Depois do estardalhaço do primeiro livro, Carolina publicaria "Casa de Alvenaria" (1961), "Provérbios" (1963), "Pedaços da Fome" (1963) e "Diário de Bitita" (1986, póstumo), todos fadados à confirmação do equívoco, engendrado em parte pela mídia, em parte pela academia ansiosa por erigir pontes entre a erudição alienada e a sabedoria popular infusa, calcada na experiência.
É claro (e deveria ter sido na época) que aqueles manuscritos encontrados na favela não têm qualquer valor literário, porque não transcendem sua condição de biografia da catação de papel e de feijão (quando havia) no cotidiano de uma favela.
Os textos têm no máximo valor documental, de interesse sociológico -o "caso Carolina" talvez aponte para mecanismos de ascensão social possíveis na realidade de injustiça socioeconômica brasileira-, antropológico ou mesmo psicológico, em se considerando novamente o "caso Carolina" como um de compulsão para a escrita, necessidade da arte ou coisas do gênero.
O lançamento dos inéditos, "Antologia Pessoal" (poemas) e "Meu Estranho Diário", uma espécie de continuação de "Quarto de Despejo", não acrescenta nada à trajetória de Carolina Maria de Jesus, autora dos desabafos manuscritos de uma favelada. O simples fato de "Meu Estranho Diário" estar sendo publicado na íntegra, conforme o original, sem qualquer correção gramatical ou de estilo, confirma o valor de documento apenas.
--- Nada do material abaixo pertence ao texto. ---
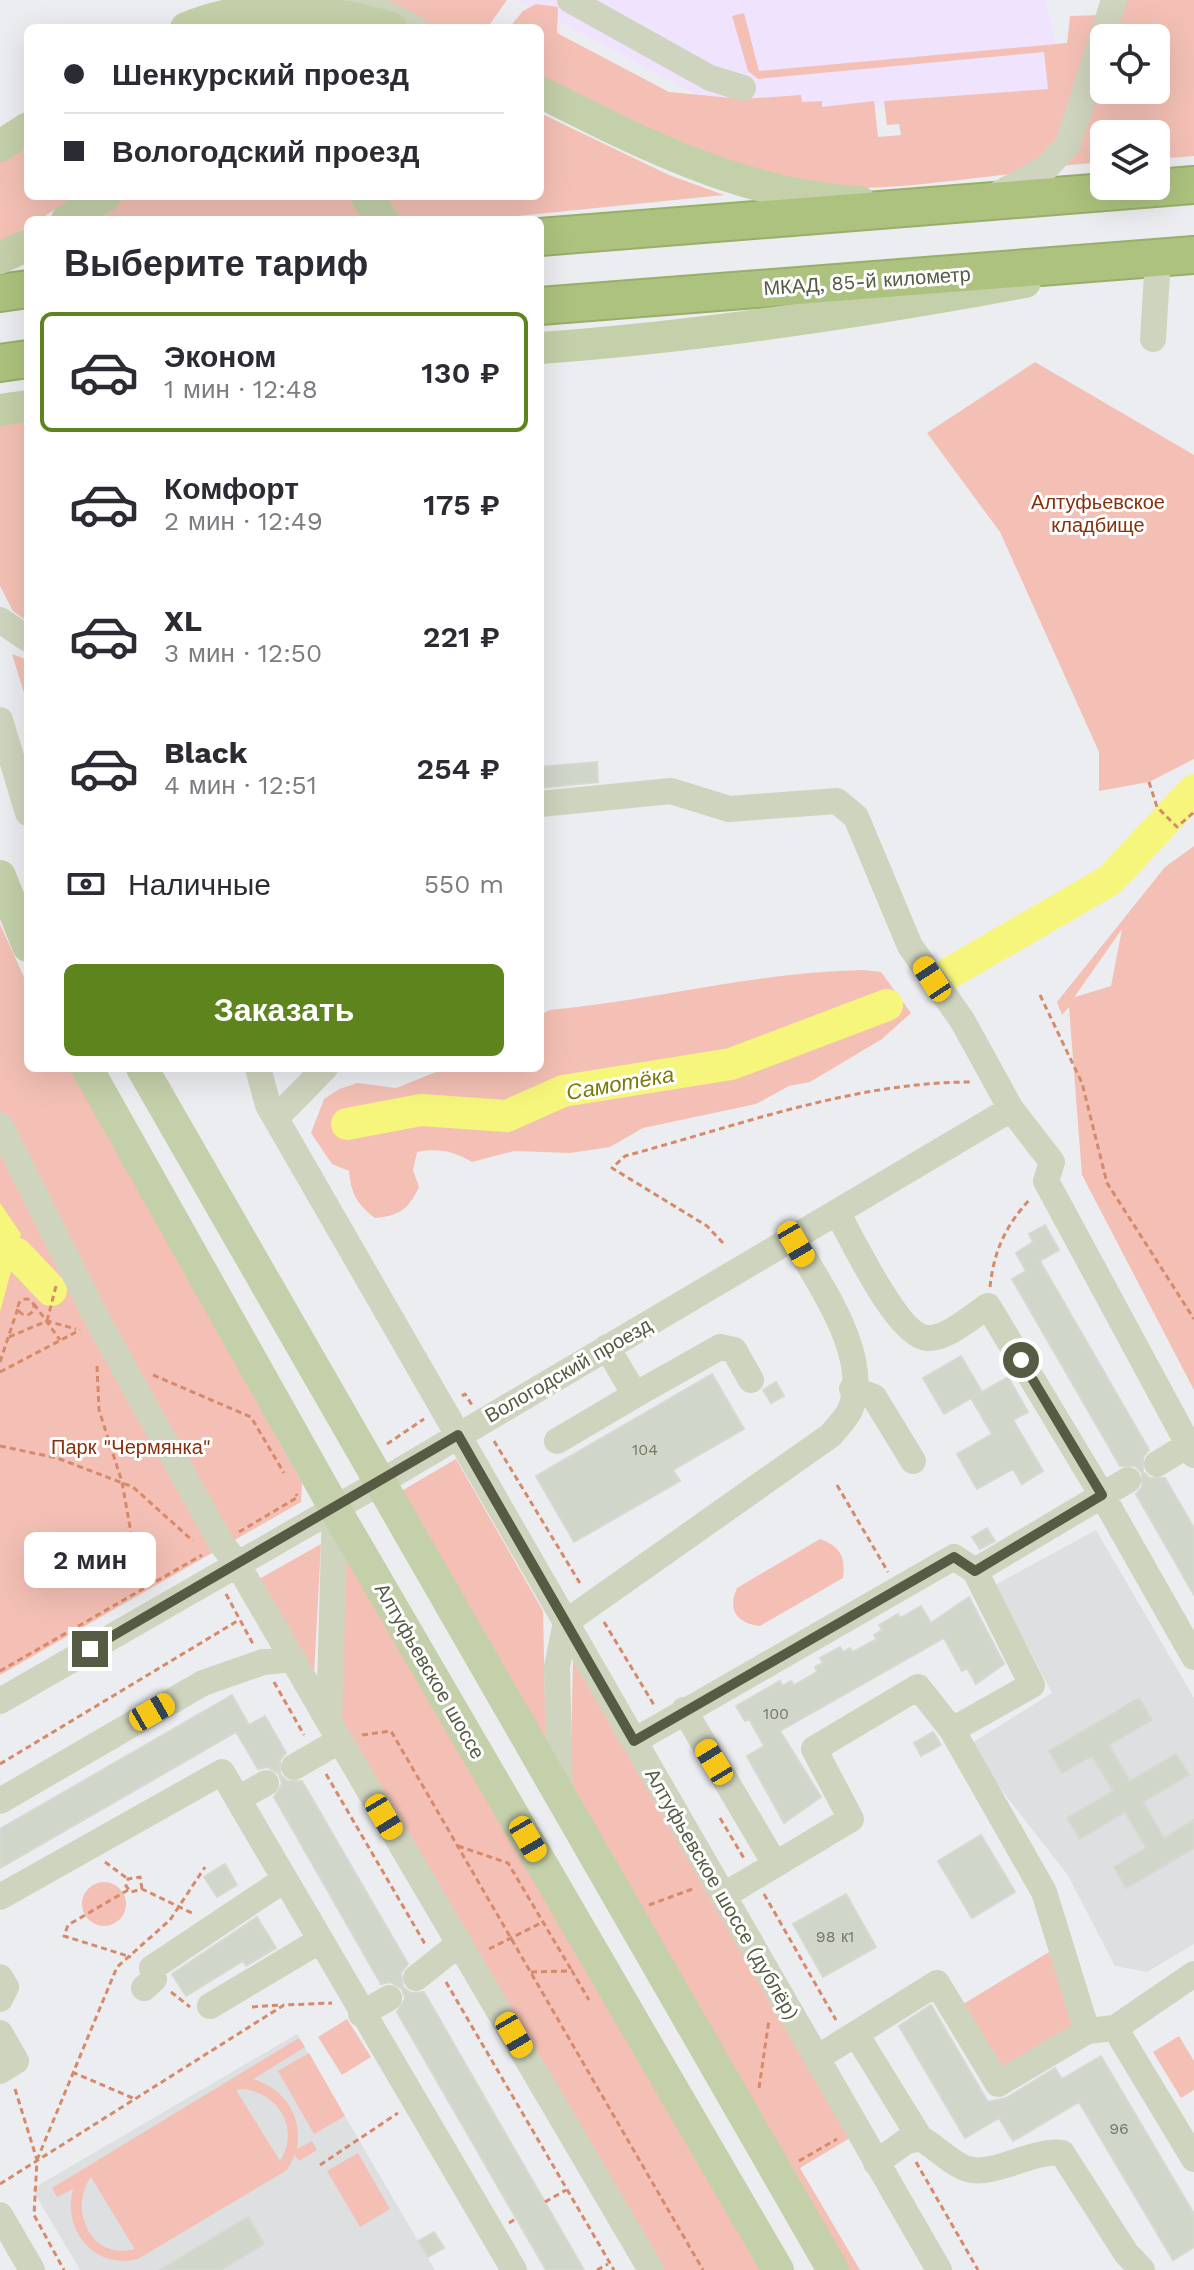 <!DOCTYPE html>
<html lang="ru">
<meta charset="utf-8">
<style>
:root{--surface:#fff;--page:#f2f2f3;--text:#2b2b33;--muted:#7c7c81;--line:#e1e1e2;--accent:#5e851d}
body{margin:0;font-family:"Work Sans",sans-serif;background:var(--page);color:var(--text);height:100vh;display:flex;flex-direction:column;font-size:30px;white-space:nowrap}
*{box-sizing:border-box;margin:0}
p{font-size:26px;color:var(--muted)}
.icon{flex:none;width:44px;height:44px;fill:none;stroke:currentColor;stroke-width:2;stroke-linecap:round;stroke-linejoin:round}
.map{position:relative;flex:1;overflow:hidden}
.details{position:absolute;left:24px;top:216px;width:520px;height:856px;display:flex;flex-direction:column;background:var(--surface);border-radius:12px;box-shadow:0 8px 32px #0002}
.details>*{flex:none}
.top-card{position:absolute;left:24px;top:24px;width:520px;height:176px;border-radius:12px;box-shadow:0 8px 32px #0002;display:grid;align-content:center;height:176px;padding:0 40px;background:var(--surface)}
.buttons{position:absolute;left:1090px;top:24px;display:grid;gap:16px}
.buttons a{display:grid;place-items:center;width:80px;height:80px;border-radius:12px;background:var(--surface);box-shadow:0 8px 32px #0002;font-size:40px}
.end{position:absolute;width:36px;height:36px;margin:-18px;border:10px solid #565c43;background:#fff;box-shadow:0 0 0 4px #fff}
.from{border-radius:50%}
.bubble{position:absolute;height:56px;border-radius:12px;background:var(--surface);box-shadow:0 8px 32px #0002;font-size:26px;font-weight:600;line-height:56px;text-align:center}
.car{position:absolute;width:24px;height:48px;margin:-24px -12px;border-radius:10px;box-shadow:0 0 6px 2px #0007;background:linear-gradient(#f5c518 24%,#345 0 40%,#f5c518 0 76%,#345 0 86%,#f5c518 0)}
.top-card b{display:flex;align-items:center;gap:28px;height:76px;font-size:30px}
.top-card b+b{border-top:2px solid var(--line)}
.top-card i{width:20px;height:20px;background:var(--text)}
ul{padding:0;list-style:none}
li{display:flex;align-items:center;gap:24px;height:120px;margin:0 16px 12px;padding:0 24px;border:4px solid transparent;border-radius:12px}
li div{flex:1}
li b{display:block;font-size:30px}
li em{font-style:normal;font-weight:600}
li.selected{border-color:var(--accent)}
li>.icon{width:72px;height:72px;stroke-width:1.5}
h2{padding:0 40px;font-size:36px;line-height:96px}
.pay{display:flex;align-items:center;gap:20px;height:88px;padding:0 40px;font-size:30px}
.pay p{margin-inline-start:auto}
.primary-button{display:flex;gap:16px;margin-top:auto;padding:16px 40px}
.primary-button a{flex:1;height:92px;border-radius:12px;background:var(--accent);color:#fff;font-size:32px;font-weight:600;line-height:92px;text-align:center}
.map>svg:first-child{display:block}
.commercial{fill:#f0e3fe}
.education{fill:#dddfe1}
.green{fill:#f4c0b5;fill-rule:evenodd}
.water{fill:#f6f67c}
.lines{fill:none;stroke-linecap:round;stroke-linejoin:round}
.river{stroke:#f6f67c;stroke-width:32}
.building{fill:#d1d6cb;stroke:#d5dad0;stroke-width:2}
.highway-casing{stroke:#98ae69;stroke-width:40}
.path{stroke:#d68a69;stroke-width:3;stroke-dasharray:6 4;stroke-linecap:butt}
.minor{stroke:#cfd4be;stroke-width:26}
.major{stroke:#c4d0a9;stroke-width:32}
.highway{stroke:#adc27e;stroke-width:36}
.route{stroke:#565c43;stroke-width:10}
.labels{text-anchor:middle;stroke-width:6;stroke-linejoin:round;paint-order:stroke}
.number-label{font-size:16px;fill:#757a65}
.street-label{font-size:20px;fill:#565c43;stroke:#fff}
.park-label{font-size:20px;fill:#86300c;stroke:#fff}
.water-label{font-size:22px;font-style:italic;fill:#7a7a06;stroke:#fff}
</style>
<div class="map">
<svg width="1194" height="2270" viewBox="0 0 1194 2270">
<rect width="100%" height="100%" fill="#ecedf0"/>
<path class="commercial" d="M519,0H1046L1067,97L733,114Z"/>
<path class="education" d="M1096,1530L1194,1698V1944L1147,1972L1115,1966L1067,1874L967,1746L1052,1693L995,1585Z
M297,2034L435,2270H80L32,2189Z"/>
<path class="green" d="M373,0H507L487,28H428Z
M1124,0H1194V156L1156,159V134H1104V162L1059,166L1104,46V90H1156V38H1106Z
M536,4L558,7L557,33L669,92L742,99L801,95L802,102L822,101V107L874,101L878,137L901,135L899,124L887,125L884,101L1048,89L1044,52L758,79L748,71L732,16L744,13L759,71L1067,43L1070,16L1099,15L1059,137L1025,173C961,178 868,196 806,184C711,167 626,119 540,79V28H509L523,11Z
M540,113L669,175L724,195L479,220H85L124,196H540Z
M28,140V196H75L39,220H28V227L0,242V160Z
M1035,362L1194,455V759L1149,782L1099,791V752L1000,532L927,433Z
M28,415V622L13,611L0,586V418Z
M12,654L28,660V706Z
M1194,846V1390L1082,1175L1069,1007L1062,1015L1057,1002L1165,867ZM1122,929L1111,986L1075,997V996Z
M0,924L28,986V1068H71L302,1483L301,1502L0,1675Z
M863,970L881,972L911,1013L882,1039L810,1082L789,1086L756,1104L643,1128L610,1147L570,1153L514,1151L472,1162C453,1151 439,1148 417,1152L413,1170L419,1187C409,1209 399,1216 375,1218C357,1204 351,1194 349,1171L332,1164L311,1133L324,1099L339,1089L358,1083L396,1088L446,1068H540V1015L550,1010C655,1000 757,972 863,970Z
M456,1459L543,1611L546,1750L398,1493Z
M820,1539C840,1546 846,1557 843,1578L760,1626C737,1623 727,1610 737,1588Z
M321,1544L314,1675L259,1579Z
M346,1556L760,2270H658L339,1720Z
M573,1660L850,2138L800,2168L860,2270H847L570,1790Z
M82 1904a22 22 0 1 1 44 0a22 22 0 1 1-44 0Z
M1049,1952L1079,2025L999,2071L960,2006Z
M347,2019L371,2057L342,2075L318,2037Z
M1179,2036L1194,2061V2090L1181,2098L1153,2052Z
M299,2038L305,2047L253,2079C284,2089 303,2115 297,2149L312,2141L317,2150L299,2161L295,2155L287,2170L138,2259C95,2270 62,2231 73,2189L57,2197L52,2188ZM245,2089C280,2095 300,2130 280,2161L236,2090ZM91,2177L134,2248V2249C91,2261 68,2209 91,2177Z
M309,2053L345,2116L314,2134L278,2071Z
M358,2153L390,2209L360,2227L327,2171Z"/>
<path class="water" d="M0,1203L21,1234L0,1312Z"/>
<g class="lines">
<path class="river" d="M951,972L1110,880L1194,790
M347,1124L421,1110L507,1116L563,1091L731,1064L887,1005
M0,1257L17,1254L51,1290"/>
</g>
<path class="building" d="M597,762L598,782L540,788V767Z
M1045,1225L1059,1250L1040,1261L1149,1450L1143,1457V1472L1150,1478H1165L1194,1528V1595L1136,1494L1142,1487V1473L1135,1466H1120L1012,1279L1026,1271L1016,1253L1033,1242L1029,1234Z
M961,1356L982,1392L944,1414L923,1378Z
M712,1374L744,1429L673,1470L680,1481L574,1542L536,1476Z
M1008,1377L1028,1412L1013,1420L1043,1471L1022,1484L1013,1469L977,1489L957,1454L992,1434L971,1398Z
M776,1382L784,1396L771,1403L763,1390Z
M987,1528L995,1541L980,1549L972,1537Z
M969,1597L1004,1664L976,1684L967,1668L962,1671L944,1638L780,1731L821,1797L784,1823L747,1756L764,1746L749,1719L745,1721L736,1706L780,1681L782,1686L791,1681L794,1685L817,1672L815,1667L823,1663L820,1658L840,1647L843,1652L850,1648L853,1652L877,1639L874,1635L882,1630L879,1625L898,1614L900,1618L921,1606L931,1623Z
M232,1695L249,1725L265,1716L286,1753L280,1760V1774L287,1781H302L408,1964L401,1973L403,1987L411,1993L424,1992L584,2270H546L397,2012L405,1999L402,1989L390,1982L381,1984L274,1797L282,1784L279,1774L267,1767L258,1769L236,1732L0,1868V1829Z
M1139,1698L1152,1720L1109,1745L1130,1781L1176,1754L1189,1775L1143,1802L1164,1838L1194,1820V1848L1126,1888L1114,1867L1146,1848L1125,1812L1080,1839L1067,1818L1113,1791L1092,1756L1062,1773L1049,1751Z
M933,1732L941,1745L921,1756L914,1743Z
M981,1835L1015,1892L972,1918L938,1861Z
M225,1864L237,1885L217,1897L204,1877Z
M846,1894L876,1947L823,1977L793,1924Z
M257,1917L276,1948L246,1966L243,1961L186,1996L172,1974Z
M931,2005L988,2102L1006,2098L1055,2068L1062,2079L1101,2056L1194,2214V2247L1173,2260L1079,2102L1013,2141L999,2118L965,2138L899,2026Z
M248,2217L264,2244L221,2270H160Z
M434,2232L444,2248L428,2257L418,2241Z"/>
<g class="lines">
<defs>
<path id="highway" d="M540,237L1194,185
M0,293L28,289
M540,306L1194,255
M0,363L28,359"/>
</defs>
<use href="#highway" class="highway-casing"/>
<path class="path" d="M1149,782L1157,807L1177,827L1194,812
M1040,995L1082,1083L1107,1183L1194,1319
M723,1243L707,1226L612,1168L625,1156C737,1126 854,1082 971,1082
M990,1287C994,1250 1006,1225 1031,1198
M18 1307a8 8 0 1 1 16 0a8 8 0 1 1-16 0Z
M34,1304L60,1340
M47,1321L56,1286
M9,1337L47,1321L76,1329
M0,1362L18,1308
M97,1366L99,1410L122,1482L141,1589
M0,1372L80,1330
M153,1375L251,1417L284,1473
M462,1396L465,1394L472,1405
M494,1441L581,1585
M387,1444L424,1419
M0,1446L57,1458L133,1487L193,1541
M837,1485L888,1572
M239,1532L298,1497L296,1494
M226,1594L253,1644
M604,1622L654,1705
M0,1671L202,1555
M274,1682L304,1735
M362,1735L391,1731L703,2270
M0,1764L239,1620
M326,1774L425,1944
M720,1818L745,1860
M458,1846L508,1863L572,1971
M105,1862L128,1879
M142,1889L140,1877L128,1879L126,1886L131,1892L142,1889L194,1914
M128,1890L68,1925L64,1936L131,1957
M764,1894L836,2020
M649,1905L695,1888
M489,1949L543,1922
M531,1972L572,1971L589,2000
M446,1982L614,2270
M171,1992L190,2007
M252,2007L280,2005
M72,2072L135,2099
M759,2088L769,2020
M15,2089L37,2160L34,2215L64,2270
M37,2160L117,1967L170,1920L205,1867
M799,2161L837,2139
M916,2162L978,2270
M320,2165L398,2113
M0,2184L284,2005L332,2003
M545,2202L566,2190
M509,2223L517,2218
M597,2270L608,2264"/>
<path class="minor" d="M360,0L415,28
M570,0L710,78L743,88
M993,197L1046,168L1068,144L1114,0
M1153,339L1158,258
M0,620L28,639
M0,720L28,813
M540,804L671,791L729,809L837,801L856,817L910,946L962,1020L1011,1109L1052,1162L1046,1181L1194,1455
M258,1068L268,1105L939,2270
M276,1118L325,1068
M0,1125L98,1321L221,1543L238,1565L329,1722
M837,1212C852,1238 897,1336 927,1338C947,1339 971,1317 988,1306L1102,1495L1194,1657
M852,1389L874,1397L913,1461
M635,1395L720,1347L734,1350L751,1380
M557,1441L635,1395L607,1347
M1157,1464L1188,1445
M335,1509L329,1722L651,2270
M0,1701L379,1483L1011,1109
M684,1710L775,1864
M952,1730L1044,1892L1087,2031
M634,1741L954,1557L975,1571L1128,1480
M294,1767L339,1741
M560,1797L557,1667L566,1622L831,1435C836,1428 846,1419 850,1410C873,1357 818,1283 793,1238
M238,1799L266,1783
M0,1801L203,1683L263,1662L293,1659
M723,1896L851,1819L814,1749L918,1687L952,1730L1032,1685L975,1571
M0,1897L222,1772L514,2270
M0,1977L6,1987L0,1999
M416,1978L460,1943
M144,1988L154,1979L152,1968L284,1880
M210,2006L319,1941
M361,2014L389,1998
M1115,2028L1194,2159
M0,2033L16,2061L0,2071
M856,2034L920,2138
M817,2058L937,1983L998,2084L1087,2031L1115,2028L1194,1974
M876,2163L905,2142L920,2138C935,2146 953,2165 968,2169C993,2177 1033,2149 1062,2153L1126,2253L1142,2270
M0,2215L32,2270"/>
<path class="major" d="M186,28C255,0 321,7 391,28
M540,92C641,143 744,196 860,202
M0,146L28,128
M366,196L383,220
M67,220L105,196
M0,258L28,245
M540,348C704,336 864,312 1025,282
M0,410L28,406
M0,876L28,946
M87,1068L335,1509L778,2270
M142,1068L833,2270"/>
<use href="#highway" class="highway"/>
</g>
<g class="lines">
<path class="route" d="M90,1649L458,1435L634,1741L954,1557L975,1571L1102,1495L1021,1360"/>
</g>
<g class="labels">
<g class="number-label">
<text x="645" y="1455">104</text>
<text x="776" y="1719">100</text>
<text x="835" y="1942">98 к1</text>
<text x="1119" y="2134">96</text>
</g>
<g class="street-label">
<text transform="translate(867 281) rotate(-4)" y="7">МКАД, 85-й километр</text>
<text transform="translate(568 1370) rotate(-30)" y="7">Вологодский проезд</text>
<text transform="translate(430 1671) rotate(60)" y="7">Алтуфьевское шоссе</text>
<text transform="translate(722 1894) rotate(60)" y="7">Алтуфьевское шоссе (дублёр)</text>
</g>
<g class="park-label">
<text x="1098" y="509">Алтуфьевское<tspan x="1098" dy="23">кладбище</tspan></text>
<text x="131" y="1454">Парк "Чермянка"</text>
</g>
<g class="water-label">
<text transform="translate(620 1083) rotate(-10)" y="8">Самотёка</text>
</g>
</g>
</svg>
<div class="buttons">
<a><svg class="icon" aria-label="locate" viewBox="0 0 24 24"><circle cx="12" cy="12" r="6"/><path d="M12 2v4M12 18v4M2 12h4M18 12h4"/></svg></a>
<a><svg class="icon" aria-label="layers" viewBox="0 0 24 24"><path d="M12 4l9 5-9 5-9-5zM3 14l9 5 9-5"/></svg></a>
</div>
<i class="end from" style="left:1021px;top:1360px"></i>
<i class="end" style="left:90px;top:1649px"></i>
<div class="bubble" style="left:24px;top:1532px;width:132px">2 мин</div>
<i class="car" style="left:932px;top:979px;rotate:327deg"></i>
<i class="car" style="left:796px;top:1244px;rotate:150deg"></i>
<i class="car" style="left:152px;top:1712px;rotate:60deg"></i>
<i class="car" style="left:714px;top:1762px;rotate:329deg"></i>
<i class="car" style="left:384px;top:1817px;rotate:149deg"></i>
<i class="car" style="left:528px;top:1839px;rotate:150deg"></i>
<i class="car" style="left:514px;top:2035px;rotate:150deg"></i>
<div class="top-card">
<b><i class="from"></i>Шенкурский проезд</b>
<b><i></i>Вологодский проезд</b>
</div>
<section class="details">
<h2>Выберите тариф</h2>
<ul>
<li class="selected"><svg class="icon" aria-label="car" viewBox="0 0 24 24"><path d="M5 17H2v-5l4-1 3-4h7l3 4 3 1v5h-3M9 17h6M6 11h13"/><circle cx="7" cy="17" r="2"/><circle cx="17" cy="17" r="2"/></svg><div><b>Эконом</b><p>1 мин · 12:48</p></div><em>130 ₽</em></li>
<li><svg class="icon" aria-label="car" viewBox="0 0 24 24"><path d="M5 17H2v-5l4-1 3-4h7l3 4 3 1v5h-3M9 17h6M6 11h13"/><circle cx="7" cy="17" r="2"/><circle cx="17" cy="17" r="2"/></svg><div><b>Комфорт</b><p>2 мин · 12:49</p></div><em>175 ₽</em></li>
<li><svg class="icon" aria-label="car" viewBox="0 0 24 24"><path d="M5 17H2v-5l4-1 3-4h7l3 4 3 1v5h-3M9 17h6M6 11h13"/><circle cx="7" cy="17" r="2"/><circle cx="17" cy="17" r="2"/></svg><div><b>XL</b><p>3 мин · 12:50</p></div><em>221 ₽</em></li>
<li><svg class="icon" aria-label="car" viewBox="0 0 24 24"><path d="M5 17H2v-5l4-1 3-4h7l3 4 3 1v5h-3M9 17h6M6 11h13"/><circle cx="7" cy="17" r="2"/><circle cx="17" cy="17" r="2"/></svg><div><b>Black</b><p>4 мин · 12:51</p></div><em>254 ₽</em></li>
</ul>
<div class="pay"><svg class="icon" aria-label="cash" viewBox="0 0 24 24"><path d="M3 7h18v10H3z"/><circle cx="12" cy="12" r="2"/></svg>Наличные<p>550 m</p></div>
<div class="primary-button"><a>Заказать</a></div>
</section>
</div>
Aliás os dois livros, de tanto não se sustentarem por conta própria, saem a público cercados de preâmbulos, prefácios e posfácios necessários -de José Carlos Meihy, Robert Levine e Marisa Lajolo. Mas nenhum esforço é capaz de transformar em qualidade poética os clichês de forma e conteúdo, a rima fácil e o simplismo dos versos de Carolina, como reconhecem seus próprios prefaciadores.
A impressão que fica é a da necessidade de "reparação" moral, em expressão de Lajolo -que de resto segue a tendência atual das reparações das minorias ou dos socialmente marginalizados-, ou expiação de culpa pelo "descuido" acadêmico para com o que se quer chamar de "obra carolinana". Seja lá que validade tenha essa atitude positiva ou politicamente correta, não é isso que vai dar aos textos de Carolina o estatuto de literatura.